Get smart and ditch that old Nokia, advises Terence Kennedy
MY elderly neighbour has a new-year’s resolution: never again to spend a tenner on yet another battery for her near-immortal Nokia 3310 from 2001.
It’s astonishing just how many such venerable ‘dumbphones’ are still in use. Nokia made nearly 130 million 3310s (and indeed has recently resurrected them), and like those iconic early Casio digital wristwatches so beloved of terrorist bombers for their virtual indestructibility (except of course when you actually blow up….), those original Nokia just go on and on.
But now the fastest-growing converts to the online world, the so-called ‘silver surfers’, are finally moving into the smartphone world. And why wouldn’t they – or you?
There’s the benefit of always having a camera in your pocket, for one.
Many phones have FM radios and if not, there’s the TuneIn app to listen free to thousands of the world’s radio stations. Or download the podcasts for later.
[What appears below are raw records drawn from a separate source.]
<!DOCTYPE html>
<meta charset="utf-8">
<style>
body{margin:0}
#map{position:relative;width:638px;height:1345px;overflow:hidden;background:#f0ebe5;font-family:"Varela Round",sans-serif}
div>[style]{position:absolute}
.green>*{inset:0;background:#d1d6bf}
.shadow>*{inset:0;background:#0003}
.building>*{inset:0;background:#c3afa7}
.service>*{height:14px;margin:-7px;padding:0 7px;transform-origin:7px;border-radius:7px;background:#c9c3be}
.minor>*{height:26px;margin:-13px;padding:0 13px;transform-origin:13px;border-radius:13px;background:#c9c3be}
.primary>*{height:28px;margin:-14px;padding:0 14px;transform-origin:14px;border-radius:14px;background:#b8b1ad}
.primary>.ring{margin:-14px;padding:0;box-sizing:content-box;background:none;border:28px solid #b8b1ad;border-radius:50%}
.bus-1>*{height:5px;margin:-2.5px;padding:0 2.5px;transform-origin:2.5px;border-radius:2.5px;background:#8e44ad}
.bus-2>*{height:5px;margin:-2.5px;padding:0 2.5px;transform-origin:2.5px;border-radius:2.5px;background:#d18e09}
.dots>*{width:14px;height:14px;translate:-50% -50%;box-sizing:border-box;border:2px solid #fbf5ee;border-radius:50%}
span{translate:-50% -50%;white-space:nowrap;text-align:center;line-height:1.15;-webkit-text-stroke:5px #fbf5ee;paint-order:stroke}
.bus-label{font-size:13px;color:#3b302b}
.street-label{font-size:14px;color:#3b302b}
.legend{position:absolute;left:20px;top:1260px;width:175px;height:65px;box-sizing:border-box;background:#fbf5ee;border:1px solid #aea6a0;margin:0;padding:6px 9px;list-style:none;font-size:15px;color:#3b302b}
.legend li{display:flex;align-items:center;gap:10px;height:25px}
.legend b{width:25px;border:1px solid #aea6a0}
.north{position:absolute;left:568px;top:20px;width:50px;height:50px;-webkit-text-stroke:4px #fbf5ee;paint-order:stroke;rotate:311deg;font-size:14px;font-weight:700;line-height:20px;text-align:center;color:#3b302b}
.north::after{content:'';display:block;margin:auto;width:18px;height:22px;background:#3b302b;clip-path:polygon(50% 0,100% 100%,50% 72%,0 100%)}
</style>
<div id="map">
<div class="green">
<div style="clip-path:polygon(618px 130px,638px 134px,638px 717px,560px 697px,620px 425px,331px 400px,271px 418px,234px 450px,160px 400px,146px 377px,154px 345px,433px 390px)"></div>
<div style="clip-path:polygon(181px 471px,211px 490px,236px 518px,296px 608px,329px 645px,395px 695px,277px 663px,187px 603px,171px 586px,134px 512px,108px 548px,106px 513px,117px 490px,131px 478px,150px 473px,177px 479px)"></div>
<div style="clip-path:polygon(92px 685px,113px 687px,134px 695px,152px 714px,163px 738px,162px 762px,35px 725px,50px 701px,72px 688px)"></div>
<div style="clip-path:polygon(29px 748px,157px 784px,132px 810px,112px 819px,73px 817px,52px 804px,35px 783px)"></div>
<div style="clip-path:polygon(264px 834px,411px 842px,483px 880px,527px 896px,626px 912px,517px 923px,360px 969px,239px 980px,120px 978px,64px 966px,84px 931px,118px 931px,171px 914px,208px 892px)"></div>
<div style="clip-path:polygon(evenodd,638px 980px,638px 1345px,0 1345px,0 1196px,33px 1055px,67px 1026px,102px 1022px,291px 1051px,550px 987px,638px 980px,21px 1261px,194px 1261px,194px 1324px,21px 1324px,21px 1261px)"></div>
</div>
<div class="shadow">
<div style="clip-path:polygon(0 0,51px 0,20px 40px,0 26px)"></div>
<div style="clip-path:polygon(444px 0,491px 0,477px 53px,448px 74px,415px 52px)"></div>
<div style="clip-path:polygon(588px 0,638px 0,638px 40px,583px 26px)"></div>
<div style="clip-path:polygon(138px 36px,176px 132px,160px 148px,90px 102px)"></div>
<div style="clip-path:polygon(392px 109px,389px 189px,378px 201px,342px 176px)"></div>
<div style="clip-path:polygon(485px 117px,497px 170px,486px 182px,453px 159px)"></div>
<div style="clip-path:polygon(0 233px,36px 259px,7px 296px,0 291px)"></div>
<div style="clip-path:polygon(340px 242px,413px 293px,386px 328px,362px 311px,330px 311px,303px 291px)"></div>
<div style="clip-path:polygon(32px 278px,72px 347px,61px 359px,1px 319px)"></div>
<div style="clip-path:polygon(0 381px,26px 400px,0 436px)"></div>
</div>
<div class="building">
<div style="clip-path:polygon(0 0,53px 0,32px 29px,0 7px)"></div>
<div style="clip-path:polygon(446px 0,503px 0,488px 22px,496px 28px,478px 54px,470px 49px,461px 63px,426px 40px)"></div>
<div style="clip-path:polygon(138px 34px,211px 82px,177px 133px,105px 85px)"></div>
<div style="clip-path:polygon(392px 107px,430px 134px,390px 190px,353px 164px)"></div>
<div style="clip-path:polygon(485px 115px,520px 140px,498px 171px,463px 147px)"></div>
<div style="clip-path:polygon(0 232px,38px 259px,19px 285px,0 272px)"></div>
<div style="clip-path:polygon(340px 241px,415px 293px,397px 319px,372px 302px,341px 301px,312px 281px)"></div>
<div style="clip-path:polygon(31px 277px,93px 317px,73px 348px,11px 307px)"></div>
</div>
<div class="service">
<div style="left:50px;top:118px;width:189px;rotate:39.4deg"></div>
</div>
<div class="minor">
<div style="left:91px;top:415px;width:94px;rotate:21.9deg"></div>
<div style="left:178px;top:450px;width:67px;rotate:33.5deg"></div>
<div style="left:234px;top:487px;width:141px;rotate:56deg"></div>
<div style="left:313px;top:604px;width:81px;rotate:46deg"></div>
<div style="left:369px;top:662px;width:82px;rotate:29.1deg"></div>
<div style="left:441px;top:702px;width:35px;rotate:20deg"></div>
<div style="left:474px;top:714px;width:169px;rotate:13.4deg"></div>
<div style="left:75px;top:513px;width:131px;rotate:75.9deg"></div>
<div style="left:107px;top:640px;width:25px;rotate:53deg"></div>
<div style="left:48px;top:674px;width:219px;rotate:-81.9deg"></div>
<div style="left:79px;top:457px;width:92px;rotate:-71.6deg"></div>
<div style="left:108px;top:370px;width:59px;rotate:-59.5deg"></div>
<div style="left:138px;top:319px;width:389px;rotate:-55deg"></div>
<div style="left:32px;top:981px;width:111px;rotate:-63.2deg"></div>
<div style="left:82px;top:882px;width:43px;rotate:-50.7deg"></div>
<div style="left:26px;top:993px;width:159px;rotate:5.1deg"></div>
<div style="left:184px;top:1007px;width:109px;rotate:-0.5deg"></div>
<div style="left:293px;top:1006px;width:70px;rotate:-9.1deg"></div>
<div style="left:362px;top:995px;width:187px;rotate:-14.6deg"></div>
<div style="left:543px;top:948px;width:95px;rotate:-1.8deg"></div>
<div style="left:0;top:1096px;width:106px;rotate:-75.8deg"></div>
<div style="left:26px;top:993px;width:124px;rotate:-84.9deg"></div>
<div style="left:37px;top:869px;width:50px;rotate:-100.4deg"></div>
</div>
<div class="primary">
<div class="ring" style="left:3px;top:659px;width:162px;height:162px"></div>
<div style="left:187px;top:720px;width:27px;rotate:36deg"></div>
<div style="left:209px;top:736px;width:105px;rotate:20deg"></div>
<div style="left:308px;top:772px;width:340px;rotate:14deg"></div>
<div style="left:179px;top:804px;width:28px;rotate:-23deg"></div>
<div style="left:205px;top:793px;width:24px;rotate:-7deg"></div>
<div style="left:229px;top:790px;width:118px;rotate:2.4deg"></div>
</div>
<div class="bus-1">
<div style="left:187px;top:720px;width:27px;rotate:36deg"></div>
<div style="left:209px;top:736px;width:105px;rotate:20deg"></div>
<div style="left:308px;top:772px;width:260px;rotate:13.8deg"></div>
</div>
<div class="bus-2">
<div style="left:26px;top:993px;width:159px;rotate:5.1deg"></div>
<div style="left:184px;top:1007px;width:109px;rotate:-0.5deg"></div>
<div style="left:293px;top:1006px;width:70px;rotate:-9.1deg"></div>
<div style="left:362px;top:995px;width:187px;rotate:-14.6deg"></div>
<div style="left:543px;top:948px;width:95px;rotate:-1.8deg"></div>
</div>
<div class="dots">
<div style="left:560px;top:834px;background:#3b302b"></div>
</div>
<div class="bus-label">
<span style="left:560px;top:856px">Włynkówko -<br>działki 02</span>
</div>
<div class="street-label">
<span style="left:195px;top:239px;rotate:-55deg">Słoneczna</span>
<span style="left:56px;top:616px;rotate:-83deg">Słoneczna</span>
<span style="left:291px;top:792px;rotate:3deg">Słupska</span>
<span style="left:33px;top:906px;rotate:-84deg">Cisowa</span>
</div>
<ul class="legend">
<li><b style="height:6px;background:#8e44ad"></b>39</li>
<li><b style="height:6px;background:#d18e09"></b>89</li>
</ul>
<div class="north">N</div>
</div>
There’s not having to get lost thanks to Google Maps. There’s Facebook for family news. Voice-dialling and text readers are two more innovations invaluable to less dexterous users.
Then there’s the clincher for all of us nearing our best-by dates: the instant ability to look up today’s latest ailment. AND the ability to e-mail or WhatsApp it for the rapturous enjoyment of all the family.
I understand my neighbour’s long-held reluctance to give up her 3310 after her first disastrous dip into the smartphone market: a horribly complicated Nokia E72 nearly a decade ago. The world’s fiddliest operating system (Symbian) and a keypad designed for bonsai people very quickly meant her granddaughter got an unexpected hand-me-down.
But we’ve moved on, with Androids and Apples now so user-friendly there’s little challenge for the geekier among us.
Unless someone passes on a ‘pre-loved’ one perhaps it’s better not to buy a smartphone second-hand. Why would you when even €100 or less buys new these days, with a battery you can rely on?
No need to get technical, but do at least try for a phone with at least 4 GB of storage to avoid the dreaded ‘phone full’ messages. Pretty much all other specifications these days will do just fine: screen size, Android or Apple version, processor speed. Indeed phones are generally so alike now that many lament we’ve reached a ‘vanilla era’.
Just do be aware of one more thing before ditching that beloved 3310. Smartphones are addictive. According to the stats, the rest of us spend 24 hours a week online, with little to show for it. You have been warned.
A FRIEND with a new phone recently e-mailed in anguish: her SIM-card was too big.
It wasn’t. Peer closely at a clever revelation: these days, virtually any SIM will fit any phone if you pop out the relevant section of the card.
SIM too big? Then carefully push along the pre-cut lines and your large Standard SIM begets a medium-sized Micro SIM which begets a tiny Nano SIM.
Be sure to keep the unwanted parts of your newly-dissected SIM somewhere safe, just in case you ever need to go bigger again rather than smaller – though Amazon and others do sell replacement SIM adapters if needed.
So one size really does fit all, as the saying goes. Despite what those anatomical e-mails in my Inbox keep insisting.